Viendo la mirada de todos, repitió:

– No les harán nada, no temáis. -Pronunció el «temáis» con visible ironía-. Julio los protegerá.

– ¿Julio…?

Cada vez comprendían menos. No acertaban ni siquiera a reírse. Ignacio se estaba preguntando si el subdirector se habría vuelto loco.

– ¿Que Julio los protegerá…? -exclamó, por fin, sentándose en el sillón frente al subdirector.

El subdirector le agradeció que hubiera cambiado de lugar. Ahora podía mirarle mientras exponía su teoría, no se vería obligado a dirigirse en abstracto al grupo que formaban los empleados.

– Sí. ¿Por qué no? -añadió.

Ignacio respetaba al subdirector. Sin embargo, insistió:

– Pero… ¿no sabe usted que Julio no puede ver a los anarquistas ni en pintura?

– Claro que lo sé.

Padrosa intervino, masticando:

– ¿Y pues…?

El subdirector ocultaba algo.

– Lo sabemos todos -repetía-. Pero…

– ¿Pero qué?

Por fin levantó los hombros.

– Es muy sencillo -dijo-. Julio García es masón, y los masones ahora protegen a los anarquistas.

Todos los empleados, excepto Ignacio, pasado el primer estupor, soltaron una carcajada.

– ¡Eh, chicos! ¡Ya tenemos a los masones aquí!

– Sí, sí. ¡Reíos! Es el acuerdo que han tomado. Lo que les interesa es que haya malestar, para desprestigiar al Gobierno.

Todos hacían gran juerga. La Torre de Babel se había colocado un pañuelo en el pecho a modo de mandil. Otros se hacían misteriosos signos:

– ¡Rito gerundense! -gritó Cosme Vila. Y ensanchando increíblemente su cara, obtuvo una expresión horrible.

– ¡Rito escocés! -rubricó La Torre de Babel. Y encorvándose sobre sus gafas ahumadas recorrió los escritorios haciendo: ¡Uh, uh…!

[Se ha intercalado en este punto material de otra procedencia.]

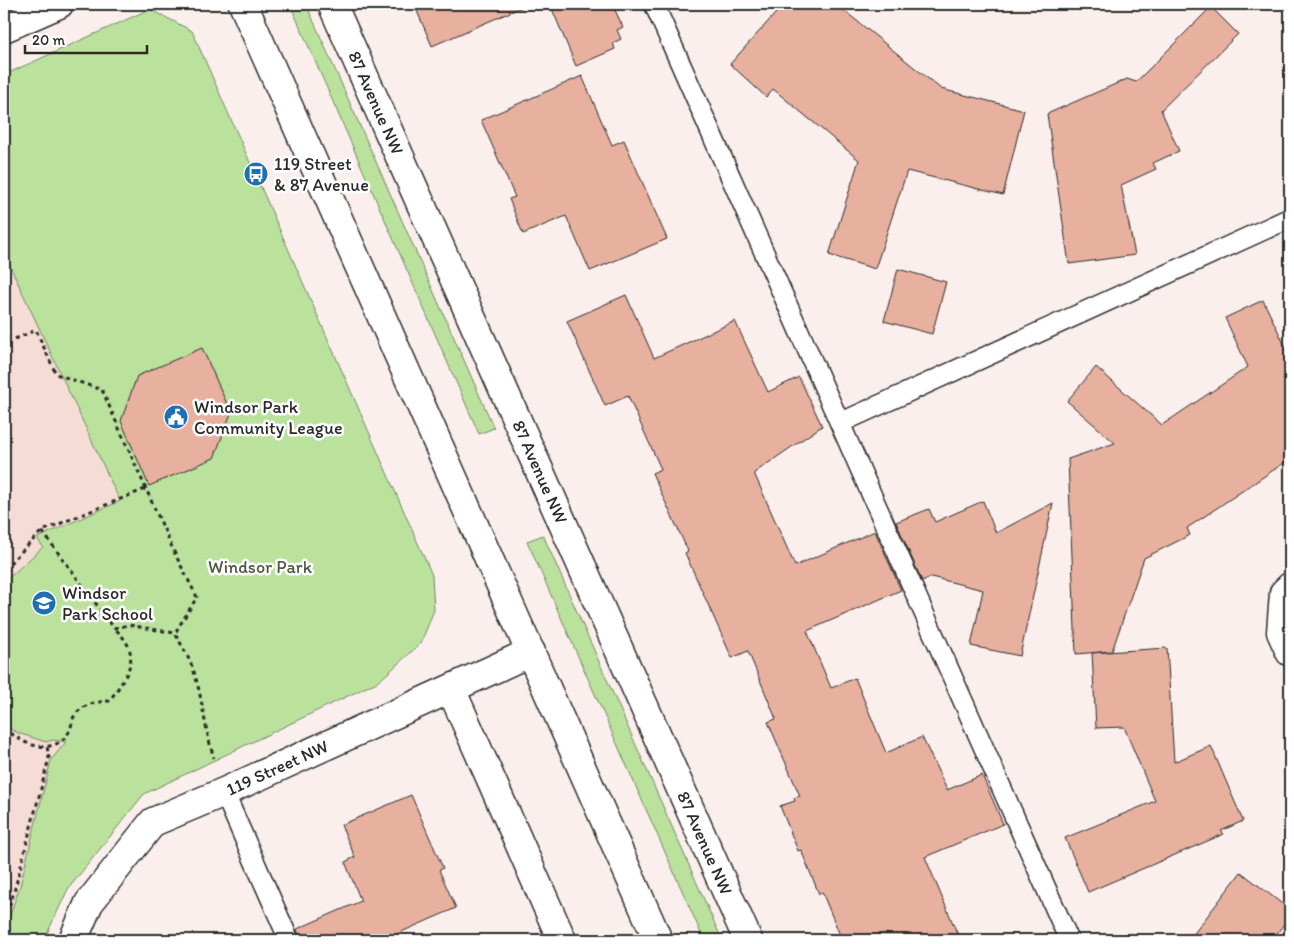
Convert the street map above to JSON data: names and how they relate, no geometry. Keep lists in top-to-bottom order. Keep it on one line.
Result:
{"streets":{"street":["87 Avenue NW","119 Street NW"]},"parks":["Windsor Park"],"places":{"bus stop":["119 Street & 87 Avenue"],"public building":["Windsor Park Community League"],"school or university":["Windsor Park School"]},"scale_bar":"20 m"}
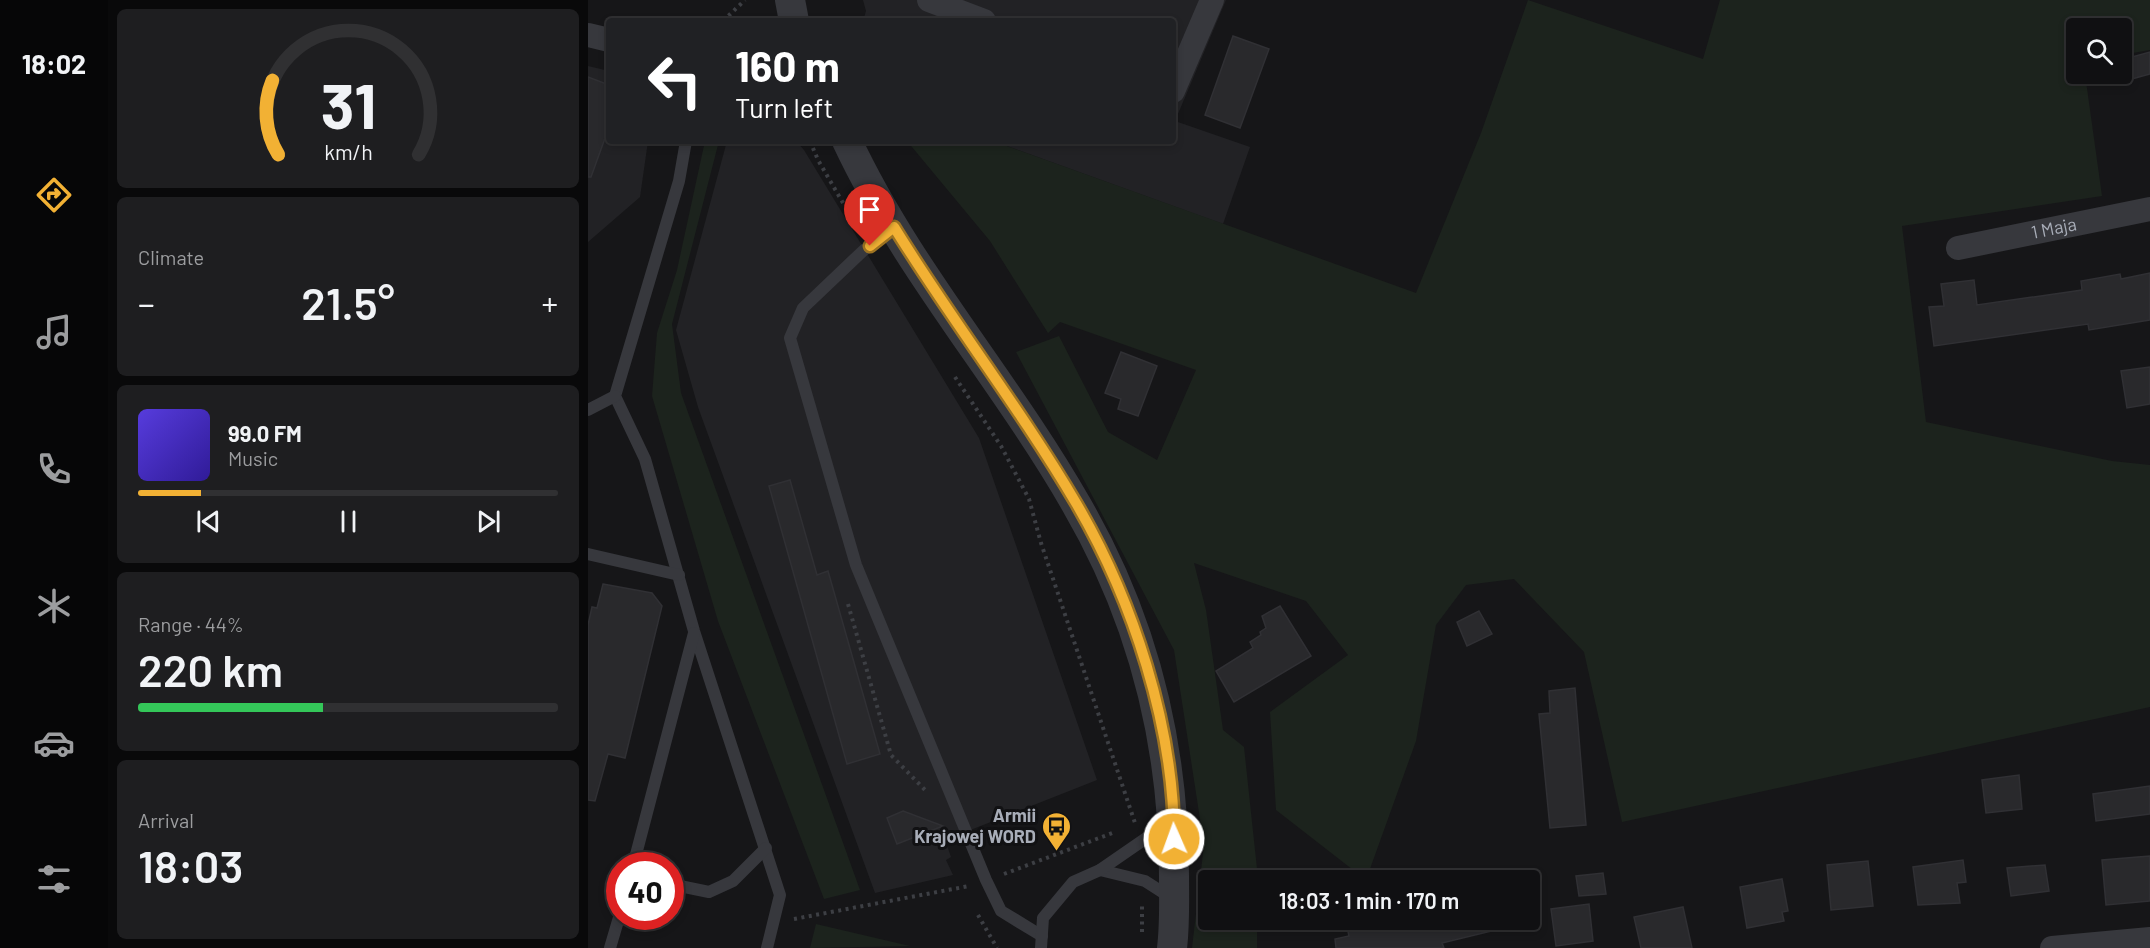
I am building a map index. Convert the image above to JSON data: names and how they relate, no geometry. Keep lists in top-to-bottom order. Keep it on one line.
{"streets":{"street":["1 Maja"]},"places":{"bus stop":["Armii Krajowej WORD"]},"page":{"tabs":"18:02","turn":["160 m","Turn left"],"tile":["Climate",["Range · 44%","220 km"],["Arrival","18:03"]],"heat":["−","21.5°","+"],"song":["99.0 FM","Music"],"limit":"40","trip":"18:03 · 1 min · 170 m","gauge":["31","km/h"]}}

Cuando el sainete acabó, porque se oyeron los pasos del director, Ignacio, que había permanecido frente al subdirector, simulando que escribía le preguntó:

– Oiga una cosa. No les haga caso a esos palurdos. ¿Usted… cómo sabe que Julio García es masón?

El subdirector le miró con fijeza. Y viendo que la pregunta iba en serio le contestó:

– Si no lo supiera yo, ¿quién lo sabría?

– ¿Por qué lo dice?

– ¿Por qué? ¡Llevo veinte años estudiando ese asunto de la masonería!